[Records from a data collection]
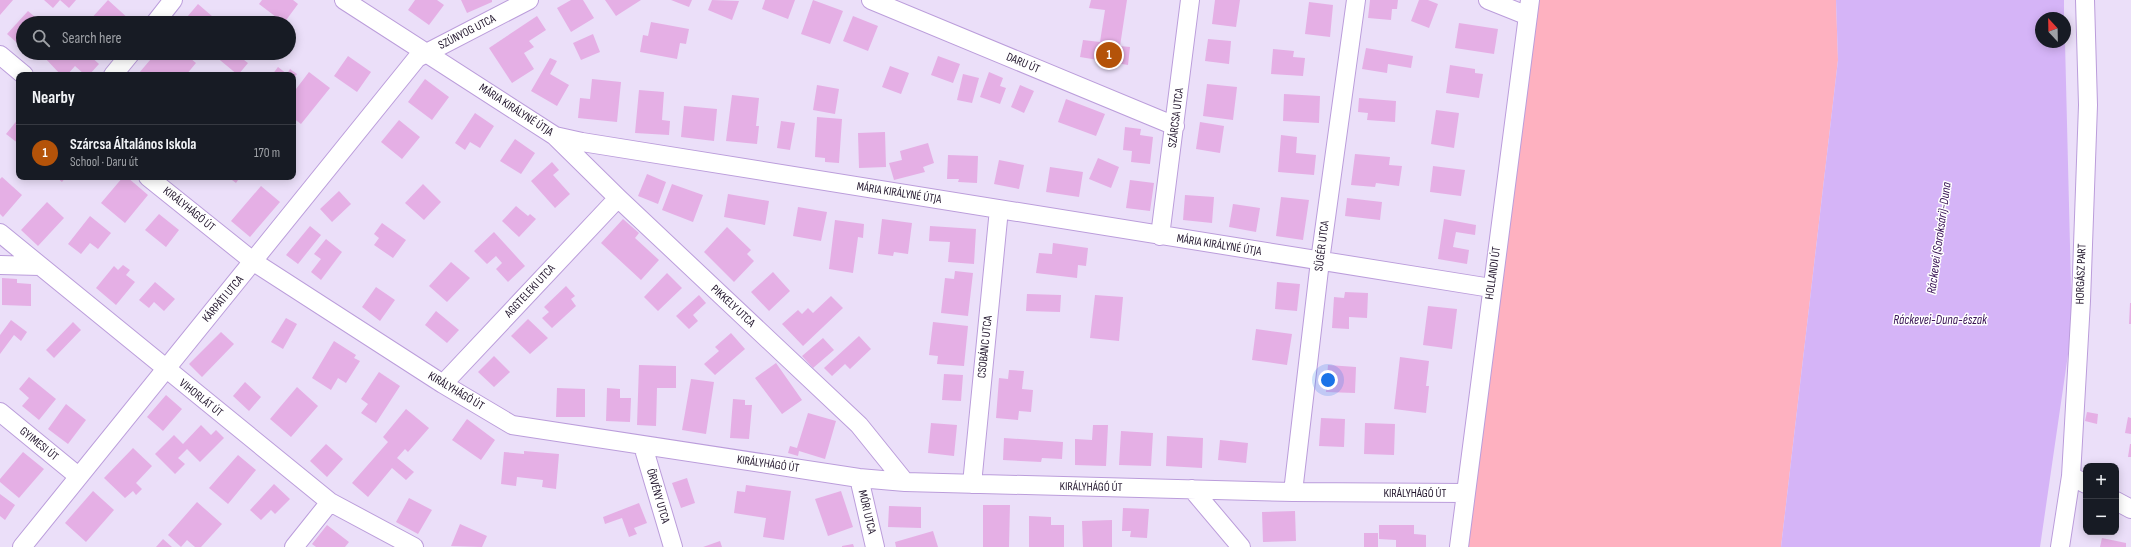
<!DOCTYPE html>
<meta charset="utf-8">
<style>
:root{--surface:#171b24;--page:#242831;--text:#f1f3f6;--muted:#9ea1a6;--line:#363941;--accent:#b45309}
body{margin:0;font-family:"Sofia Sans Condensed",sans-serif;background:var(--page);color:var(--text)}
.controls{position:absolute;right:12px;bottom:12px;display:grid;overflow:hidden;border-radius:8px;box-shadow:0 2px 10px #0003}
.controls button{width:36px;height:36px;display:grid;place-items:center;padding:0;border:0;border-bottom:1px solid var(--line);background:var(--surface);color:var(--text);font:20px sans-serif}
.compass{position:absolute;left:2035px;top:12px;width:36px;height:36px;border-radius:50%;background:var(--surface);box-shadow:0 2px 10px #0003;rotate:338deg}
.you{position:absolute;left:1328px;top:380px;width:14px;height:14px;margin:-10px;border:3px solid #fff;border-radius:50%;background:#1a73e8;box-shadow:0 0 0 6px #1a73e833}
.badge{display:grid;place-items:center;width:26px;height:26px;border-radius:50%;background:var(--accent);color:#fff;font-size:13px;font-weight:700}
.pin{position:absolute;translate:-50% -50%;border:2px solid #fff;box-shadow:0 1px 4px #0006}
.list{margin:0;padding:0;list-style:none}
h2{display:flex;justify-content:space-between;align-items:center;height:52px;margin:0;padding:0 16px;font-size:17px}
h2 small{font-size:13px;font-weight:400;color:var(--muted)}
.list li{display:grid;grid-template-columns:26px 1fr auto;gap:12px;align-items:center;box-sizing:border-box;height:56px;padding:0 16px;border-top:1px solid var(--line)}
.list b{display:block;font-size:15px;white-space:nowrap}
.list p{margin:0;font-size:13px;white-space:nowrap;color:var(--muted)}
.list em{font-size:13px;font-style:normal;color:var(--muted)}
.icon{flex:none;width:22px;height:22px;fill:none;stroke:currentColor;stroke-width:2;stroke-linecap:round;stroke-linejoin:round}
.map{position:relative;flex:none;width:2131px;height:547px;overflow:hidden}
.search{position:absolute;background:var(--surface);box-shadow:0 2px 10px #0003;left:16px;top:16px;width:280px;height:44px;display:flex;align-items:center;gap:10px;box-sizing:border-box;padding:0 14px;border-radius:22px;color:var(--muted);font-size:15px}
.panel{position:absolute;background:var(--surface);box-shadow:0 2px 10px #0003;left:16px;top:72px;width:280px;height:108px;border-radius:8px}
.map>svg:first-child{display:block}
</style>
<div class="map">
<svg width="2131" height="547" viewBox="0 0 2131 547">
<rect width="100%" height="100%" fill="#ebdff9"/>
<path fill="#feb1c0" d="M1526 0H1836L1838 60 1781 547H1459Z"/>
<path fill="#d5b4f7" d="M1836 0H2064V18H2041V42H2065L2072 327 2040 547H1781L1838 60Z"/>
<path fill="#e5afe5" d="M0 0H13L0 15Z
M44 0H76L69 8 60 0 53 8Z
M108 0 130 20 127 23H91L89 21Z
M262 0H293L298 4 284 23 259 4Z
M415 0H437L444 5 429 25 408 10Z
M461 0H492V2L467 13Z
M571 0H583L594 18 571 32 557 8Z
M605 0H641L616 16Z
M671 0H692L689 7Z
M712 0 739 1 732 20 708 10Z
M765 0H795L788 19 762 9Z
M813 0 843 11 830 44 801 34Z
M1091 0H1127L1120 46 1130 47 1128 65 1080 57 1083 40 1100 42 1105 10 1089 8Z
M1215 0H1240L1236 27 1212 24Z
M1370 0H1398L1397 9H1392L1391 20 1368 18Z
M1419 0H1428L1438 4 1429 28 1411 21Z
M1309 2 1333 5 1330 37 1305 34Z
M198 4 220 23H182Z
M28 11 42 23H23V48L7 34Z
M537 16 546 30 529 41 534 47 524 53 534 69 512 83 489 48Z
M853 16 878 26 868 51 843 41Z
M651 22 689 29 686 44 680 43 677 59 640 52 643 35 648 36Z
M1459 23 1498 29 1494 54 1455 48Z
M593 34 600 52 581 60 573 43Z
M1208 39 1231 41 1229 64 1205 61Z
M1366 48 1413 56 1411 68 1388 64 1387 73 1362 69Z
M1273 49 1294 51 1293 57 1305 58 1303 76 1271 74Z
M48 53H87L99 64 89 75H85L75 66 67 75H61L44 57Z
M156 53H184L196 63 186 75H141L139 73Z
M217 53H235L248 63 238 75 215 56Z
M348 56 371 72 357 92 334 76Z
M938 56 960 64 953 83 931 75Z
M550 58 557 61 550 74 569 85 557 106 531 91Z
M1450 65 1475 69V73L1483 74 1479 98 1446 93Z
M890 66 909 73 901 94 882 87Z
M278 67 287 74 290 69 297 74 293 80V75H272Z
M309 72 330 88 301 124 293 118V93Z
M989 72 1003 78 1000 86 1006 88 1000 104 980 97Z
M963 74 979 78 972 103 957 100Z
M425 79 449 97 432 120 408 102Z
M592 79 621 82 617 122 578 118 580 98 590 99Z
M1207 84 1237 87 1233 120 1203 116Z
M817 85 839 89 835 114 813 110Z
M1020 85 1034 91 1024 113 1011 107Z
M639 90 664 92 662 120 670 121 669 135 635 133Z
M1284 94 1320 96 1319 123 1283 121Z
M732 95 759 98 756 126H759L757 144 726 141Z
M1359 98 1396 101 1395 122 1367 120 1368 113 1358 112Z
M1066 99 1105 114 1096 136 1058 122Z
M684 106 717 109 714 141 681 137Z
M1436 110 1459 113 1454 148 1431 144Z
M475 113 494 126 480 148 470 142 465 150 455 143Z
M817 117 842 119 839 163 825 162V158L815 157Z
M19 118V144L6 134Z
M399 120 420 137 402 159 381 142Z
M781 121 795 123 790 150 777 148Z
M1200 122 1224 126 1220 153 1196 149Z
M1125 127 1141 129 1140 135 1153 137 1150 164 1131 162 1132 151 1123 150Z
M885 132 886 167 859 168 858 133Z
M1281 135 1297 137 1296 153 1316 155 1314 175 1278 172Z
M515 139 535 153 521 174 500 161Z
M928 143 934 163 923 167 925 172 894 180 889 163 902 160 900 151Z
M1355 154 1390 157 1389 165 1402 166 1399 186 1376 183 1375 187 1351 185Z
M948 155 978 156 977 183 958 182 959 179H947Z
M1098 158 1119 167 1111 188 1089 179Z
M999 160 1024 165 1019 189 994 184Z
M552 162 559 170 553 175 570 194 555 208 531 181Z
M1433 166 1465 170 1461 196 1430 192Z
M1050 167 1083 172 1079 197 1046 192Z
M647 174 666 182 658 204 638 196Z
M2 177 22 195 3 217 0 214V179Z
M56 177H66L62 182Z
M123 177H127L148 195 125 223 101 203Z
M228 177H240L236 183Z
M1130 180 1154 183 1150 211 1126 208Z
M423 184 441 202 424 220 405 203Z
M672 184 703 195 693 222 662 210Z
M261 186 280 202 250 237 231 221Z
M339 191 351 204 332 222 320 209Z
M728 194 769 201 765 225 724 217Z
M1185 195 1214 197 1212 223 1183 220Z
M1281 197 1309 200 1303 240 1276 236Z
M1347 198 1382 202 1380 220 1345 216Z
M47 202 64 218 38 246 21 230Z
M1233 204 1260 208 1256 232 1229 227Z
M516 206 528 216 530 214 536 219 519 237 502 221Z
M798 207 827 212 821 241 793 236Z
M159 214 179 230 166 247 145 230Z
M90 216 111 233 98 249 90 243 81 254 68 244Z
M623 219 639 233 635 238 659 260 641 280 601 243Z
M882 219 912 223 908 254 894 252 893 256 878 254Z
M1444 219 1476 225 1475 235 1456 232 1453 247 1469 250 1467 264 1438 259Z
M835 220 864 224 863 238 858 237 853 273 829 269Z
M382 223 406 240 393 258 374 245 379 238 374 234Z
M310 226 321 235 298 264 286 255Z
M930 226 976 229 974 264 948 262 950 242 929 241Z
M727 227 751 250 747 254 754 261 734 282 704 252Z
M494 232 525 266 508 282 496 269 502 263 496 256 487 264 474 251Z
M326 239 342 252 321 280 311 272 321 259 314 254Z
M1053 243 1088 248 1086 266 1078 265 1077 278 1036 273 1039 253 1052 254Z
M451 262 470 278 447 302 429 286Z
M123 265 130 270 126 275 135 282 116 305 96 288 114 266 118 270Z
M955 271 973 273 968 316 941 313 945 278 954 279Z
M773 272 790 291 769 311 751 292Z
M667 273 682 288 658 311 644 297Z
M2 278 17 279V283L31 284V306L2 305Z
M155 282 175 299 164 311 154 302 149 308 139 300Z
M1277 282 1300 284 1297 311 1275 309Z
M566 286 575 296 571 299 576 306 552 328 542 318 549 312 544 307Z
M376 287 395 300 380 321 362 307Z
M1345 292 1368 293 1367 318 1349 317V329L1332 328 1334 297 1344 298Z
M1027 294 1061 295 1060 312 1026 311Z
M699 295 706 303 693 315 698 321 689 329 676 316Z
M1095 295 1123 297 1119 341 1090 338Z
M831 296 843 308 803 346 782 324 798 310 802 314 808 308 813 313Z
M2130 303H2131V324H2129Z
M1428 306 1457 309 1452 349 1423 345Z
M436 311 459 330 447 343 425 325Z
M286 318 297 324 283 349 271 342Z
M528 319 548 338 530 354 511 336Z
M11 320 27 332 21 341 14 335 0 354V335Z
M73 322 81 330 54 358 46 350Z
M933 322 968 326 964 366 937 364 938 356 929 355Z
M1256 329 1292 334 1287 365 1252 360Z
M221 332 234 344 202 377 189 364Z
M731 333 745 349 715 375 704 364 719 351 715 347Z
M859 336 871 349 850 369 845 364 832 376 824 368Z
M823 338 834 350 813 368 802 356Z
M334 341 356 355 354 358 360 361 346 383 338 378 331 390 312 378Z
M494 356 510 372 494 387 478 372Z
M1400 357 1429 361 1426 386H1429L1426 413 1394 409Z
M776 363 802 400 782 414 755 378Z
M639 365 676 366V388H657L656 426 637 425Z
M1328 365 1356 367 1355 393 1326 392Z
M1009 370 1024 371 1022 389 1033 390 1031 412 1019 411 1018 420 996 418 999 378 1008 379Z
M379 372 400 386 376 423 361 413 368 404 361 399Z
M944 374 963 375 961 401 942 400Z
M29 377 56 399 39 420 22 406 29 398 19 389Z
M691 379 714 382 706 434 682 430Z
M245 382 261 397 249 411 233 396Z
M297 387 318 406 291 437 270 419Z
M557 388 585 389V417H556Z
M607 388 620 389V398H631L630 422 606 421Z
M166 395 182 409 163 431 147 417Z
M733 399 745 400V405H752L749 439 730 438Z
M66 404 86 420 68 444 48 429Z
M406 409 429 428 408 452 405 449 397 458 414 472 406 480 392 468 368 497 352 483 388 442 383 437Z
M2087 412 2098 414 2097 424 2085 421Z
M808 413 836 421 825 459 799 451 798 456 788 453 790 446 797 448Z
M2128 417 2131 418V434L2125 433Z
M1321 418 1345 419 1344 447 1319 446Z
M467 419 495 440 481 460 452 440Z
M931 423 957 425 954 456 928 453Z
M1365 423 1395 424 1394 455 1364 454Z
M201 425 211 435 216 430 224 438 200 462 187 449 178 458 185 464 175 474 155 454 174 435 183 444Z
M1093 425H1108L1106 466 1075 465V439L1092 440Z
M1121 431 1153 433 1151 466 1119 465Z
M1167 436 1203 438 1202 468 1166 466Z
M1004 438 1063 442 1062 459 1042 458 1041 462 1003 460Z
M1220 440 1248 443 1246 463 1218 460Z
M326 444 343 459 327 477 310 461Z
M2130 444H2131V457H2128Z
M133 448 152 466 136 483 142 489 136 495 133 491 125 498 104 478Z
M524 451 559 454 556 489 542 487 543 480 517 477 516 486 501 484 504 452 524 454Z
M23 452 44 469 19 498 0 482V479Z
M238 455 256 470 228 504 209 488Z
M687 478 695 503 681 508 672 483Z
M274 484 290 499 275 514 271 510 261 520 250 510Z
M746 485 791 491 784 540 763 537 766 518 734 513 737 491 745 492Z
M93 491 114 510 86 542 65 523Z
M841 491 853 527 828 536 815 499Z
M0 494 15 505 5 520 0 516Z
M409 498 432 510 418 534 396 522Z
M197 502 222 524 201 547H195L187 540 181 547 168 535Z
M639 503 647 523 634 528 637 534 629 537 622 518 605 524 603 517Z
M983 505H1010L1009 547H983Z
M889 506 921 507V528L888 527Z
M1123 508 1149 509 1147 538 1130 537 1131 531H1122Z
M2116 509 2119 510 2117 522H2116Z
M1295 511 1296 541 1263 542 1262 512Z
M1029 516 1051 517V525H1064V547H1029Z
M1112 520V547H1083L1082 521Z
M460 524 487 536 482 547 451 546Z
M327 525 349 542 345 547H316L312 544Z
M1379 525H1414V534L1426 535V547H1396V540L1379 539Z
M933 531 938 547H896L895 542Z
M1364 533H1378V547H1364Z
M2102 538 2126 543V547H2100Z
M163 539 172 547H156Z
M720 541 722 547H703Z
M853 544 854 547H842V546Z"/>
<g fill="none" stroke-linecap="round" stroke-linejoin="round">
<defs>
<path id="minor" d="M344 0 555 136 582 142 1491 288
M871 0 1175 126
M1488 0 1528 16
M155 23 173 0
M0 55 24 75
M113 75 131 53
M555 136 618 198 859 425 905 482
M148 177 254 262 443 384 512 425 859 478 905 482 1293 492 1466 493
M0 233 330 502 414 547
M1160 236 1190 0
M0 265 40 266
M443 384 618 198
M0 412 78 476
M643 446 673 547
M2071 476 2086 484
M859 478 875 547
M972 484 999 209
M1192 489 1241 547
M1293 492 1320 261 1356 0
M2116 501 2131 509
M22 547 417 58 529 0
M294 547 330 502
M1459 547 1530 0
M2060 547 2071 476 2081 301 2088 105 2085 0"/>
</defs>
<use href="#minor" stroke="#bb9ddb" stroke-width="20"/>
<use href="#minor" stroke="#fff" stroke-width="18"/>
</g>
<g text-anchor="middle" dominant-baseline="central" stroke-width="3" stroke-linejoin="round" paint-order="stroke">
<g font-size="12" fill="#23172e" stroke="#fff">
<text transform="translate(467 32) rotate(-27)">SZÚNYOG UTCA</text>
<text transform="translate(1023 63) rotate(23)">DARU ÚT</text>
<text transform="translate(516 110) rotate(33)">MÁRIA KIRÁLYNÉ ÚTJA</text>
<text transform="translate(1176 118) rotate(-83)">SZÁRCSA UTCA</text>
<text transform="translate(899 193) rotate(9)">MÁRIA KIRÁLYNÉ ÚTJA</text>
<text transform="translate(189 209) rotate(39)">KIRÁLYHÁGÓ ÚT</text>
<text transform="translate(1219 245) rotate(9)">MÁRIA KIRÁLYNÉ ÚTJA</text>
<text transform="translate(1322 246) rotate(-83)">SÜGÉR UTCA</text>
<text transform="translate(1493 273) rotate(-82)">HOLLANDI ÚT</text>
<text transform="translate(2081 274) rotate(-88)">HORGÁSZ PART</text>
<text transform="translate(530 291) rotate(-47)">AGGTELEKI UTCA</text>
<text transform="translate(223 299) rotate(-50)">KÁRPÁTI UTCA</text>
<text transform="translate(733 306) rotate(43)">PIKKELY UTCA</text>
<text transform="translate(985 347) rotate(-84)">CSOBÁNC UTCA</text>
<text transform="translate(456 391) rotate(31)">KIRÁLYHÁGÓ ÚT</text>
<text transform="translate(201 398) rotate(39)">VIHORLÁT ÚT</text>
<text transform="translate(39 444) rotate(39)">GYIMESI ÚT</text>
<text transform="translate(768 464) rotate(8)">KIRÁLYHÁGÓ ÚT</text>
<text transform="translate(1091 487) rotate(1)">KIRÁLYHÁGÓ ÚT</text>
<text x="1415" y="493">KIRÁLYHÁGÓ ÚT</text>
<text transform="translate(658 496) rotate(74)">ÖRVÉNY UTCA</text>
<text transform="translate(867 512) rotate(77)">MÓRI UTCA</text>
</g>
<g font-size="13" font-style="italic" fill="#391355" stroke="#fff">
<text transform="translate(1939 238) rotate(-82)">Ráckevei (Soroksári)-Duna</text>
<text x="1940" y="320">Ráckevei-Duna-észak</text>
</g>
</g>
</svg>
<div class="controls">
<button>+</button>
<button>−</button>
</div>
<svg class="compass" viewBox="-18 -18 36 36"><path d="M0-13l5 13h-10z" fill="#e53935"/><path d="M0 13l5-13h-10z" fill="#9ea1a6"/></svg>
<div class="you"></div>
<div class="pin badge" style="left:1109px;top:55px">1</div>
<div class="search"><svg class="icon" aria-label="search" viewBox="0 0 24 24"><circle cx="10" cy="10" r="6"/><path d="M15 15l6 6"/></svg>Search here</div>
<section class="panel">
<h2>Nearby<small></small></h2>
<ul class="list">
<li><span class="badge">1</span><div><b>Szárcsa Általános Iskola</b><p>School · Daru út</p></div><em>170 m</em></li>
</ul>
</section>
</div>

**Exercise requirements:** Your answer should consist of copies of the lines above that include the string "list".

**Solution to this problem:**
.list{margin:0;padding:0;list-style:none}
.list li{display:grid;grid-template-columns:26px 1fr auto;gap:12px;align-items:center;box-sizing:border-box;height:56px;padding:0 16px;border-top:1px solid var(--line)}
.list b{display:block;font-size:15px;white-space:nowrap}
.list p{margin:0;font-size:13px;white-space:nowrap;color:var(--muted)}
.list em{font-size:13px;font-style:normal;color:var(--muted)}
<ul class="list">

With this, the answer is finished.